Although Pema Tseden grew up in a Chinese-speaking environment and was in third grade by the time his region revived education in minority languages and scripts, Tibetan was his mother tongue. His grandfather, a monk in the Nyingma sect of Tibetan Buddhism, raised and educated him, taught him Tibetan, and helped him recite the scriptures. Their loving relationship would prove the foundation of Pema Tseden’s creative life.
After graduating from junior high, Pema Tseden was admitted into a high school in the northwestern province of Qinghai. It was there that he met the famous Tibetan poet and writer Dondrub Gyal, and under his guidance began his literary journey. Highly influential to the generation of Tibetans who came of age in the 1980s, Dondrub Gyal was the quintessential bad boy poet: Eschewing custom, he wore his hair long, donned sunglasses and a long trench coat, and smoked in class. He could recite epics like the “Ramayana” and spoke endlessly about poetry.

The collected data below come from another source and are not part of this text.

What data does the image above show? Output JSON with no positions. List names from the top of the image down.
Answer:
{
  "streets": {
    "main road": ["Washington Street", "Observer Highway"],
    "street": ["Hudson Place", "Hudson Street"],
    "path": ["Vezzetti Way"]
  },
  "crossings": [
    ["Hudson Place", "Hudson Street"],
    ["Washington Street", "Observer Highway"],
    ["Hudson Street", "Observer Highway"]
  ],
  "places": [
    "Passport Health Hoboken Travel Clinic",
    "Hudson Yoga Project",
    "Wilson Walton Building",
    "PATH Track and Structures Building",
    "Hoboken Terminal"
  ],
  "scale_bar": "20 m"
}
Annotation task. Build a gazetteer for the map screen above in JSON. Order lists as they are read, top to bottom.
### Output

But Pema Tseden didn’t just draw influence from Tibetan literature: In addition to Tibetan classics like “The Life of Milarepa,” he immersed himself in work like the 17th-century classic “Dream of the Red Chamber,” Russian literature, and popular romances. He also read many of the realist noels and avant-garde writers who emerged in China in the late 1980s, including Yu Hua, Yan Lianke, Ge Fei, Su Tong, and Can Xue.
Their influence can be seen in his first published story, “Men and Dog,” which came out in the Tibet Literature magazine in 1992, when he was just a freshman in college. The narrative is simple: A dog lives on a mountain inhabited by three households of shepherds. One night, one of the households witnesses a marriage, another has a member who falls ill, and in the third, a child is born. A wolf arrives, and the dog vigilantly guards the herds of sheep, barking and shrieking. The people, feeling ill at ease about the sound, beat the dog to death with a staff. The next morning, they realize that the strange sounds they heard the night before were from a fight between the dog and a wolf.

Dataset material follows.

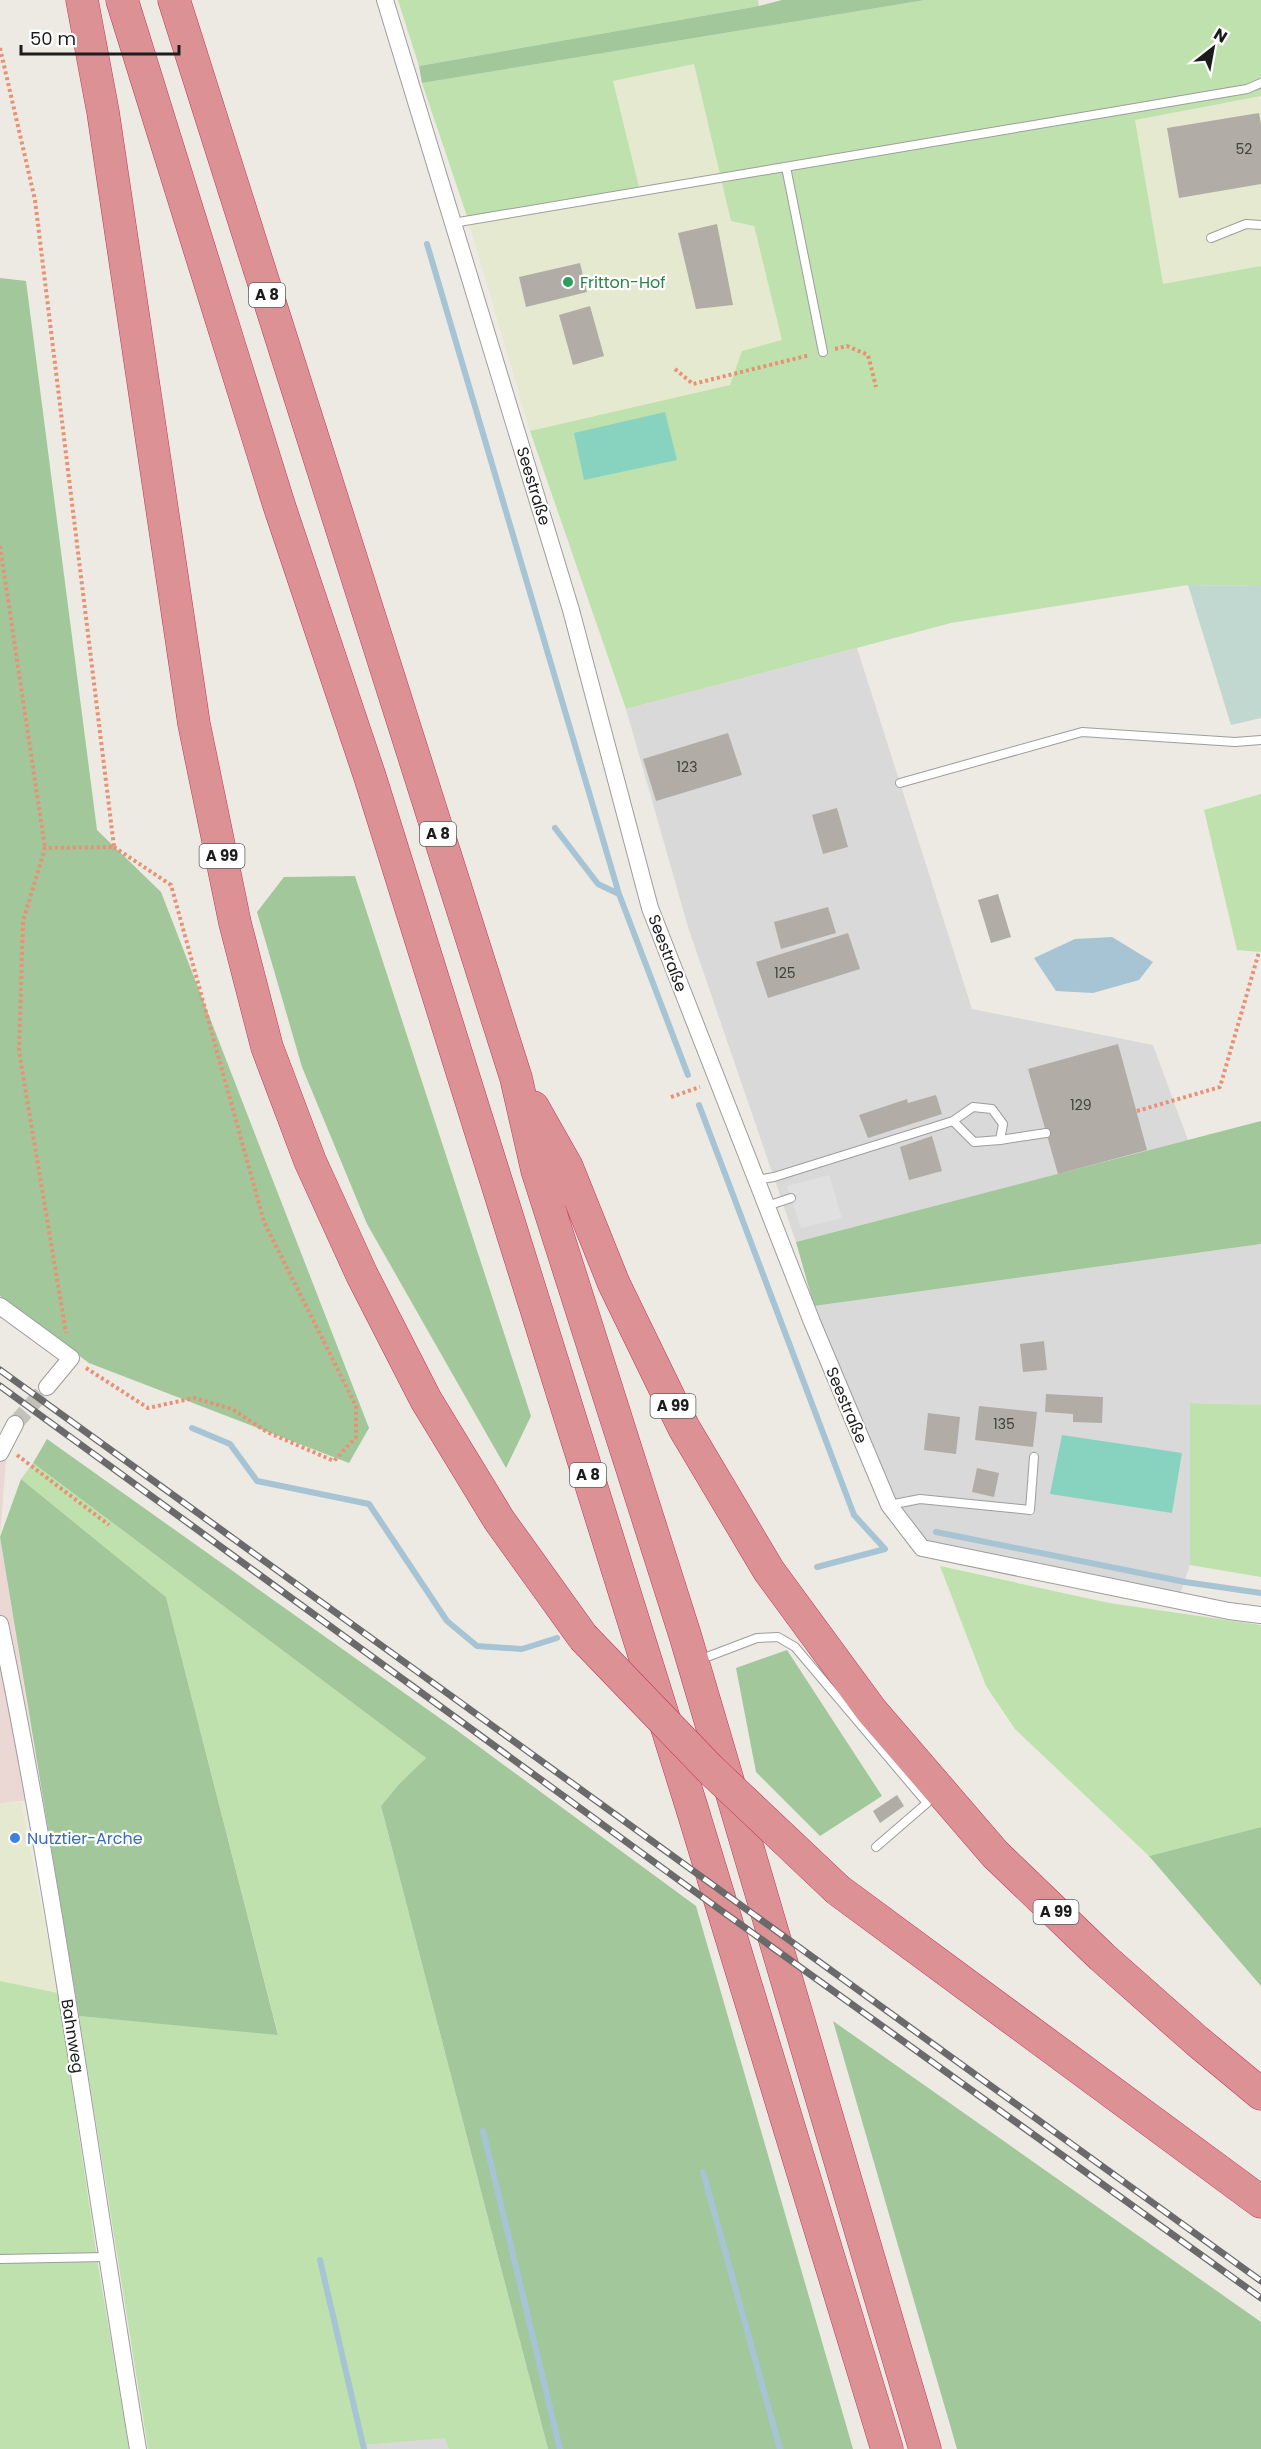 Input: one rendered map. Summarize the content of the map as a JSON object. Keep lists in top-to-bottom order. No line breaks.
{"streets":{"highway":["A 8","A 99"],"street":["Seestraße","Bahnweg"]},"crossings":[["A 8","A 99"]],"places":["Fritton-Hof","Nutztier-Arche"],"house_numbers":["52","123","125","129","135"],"scale_bar":"50 m","north":"top right"}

“It was my debut piece, and it basically set the tone for all my other work,” Pema Tseden later told his biographer. “What remains is really only one emotion, a slight pessimism.”
In 1991, after four years spent as a primary school teacher, Pema Tseden was admitted into the Tibetan Language and Literature major at Northwest Minzu University in Gansu province; he would eventually receive a master’s degree in Tibetan-Chinese Literary Translation from the school. As part of his degree, he needed to translate a text from Tibetan to Chinese; he picked the “Tales of the Golden Corpse,” a compendium of classic folktales from the region.
“I needed to get some practice translating, so I translated the ‘Tales of the Golden Corpse,’ which greatly influenced me when I was young,” he recalled. “The narratives and dialogues in those stories were very simple, but they inspired me.”
Indeed, both his short stories and scripts were greatly influenced by folk literature and Tibetan literary traditions. Pema Tseden listened to many folktales growing up, and later on he would retell these stories to others, giving him an ear for concise language and structure. In 2009, he published a full Chinese translation of the “Tales of the Golden Corpse,” affixing “Tibetan Folk Tales” to the title. That same year, he completed work on his first feature film, “Soul Searching,” part of his graduate thesis at the Beijing Film Academy. It would go on to win the Jury Grand Prix at the 12th Shanghai International Film Festival.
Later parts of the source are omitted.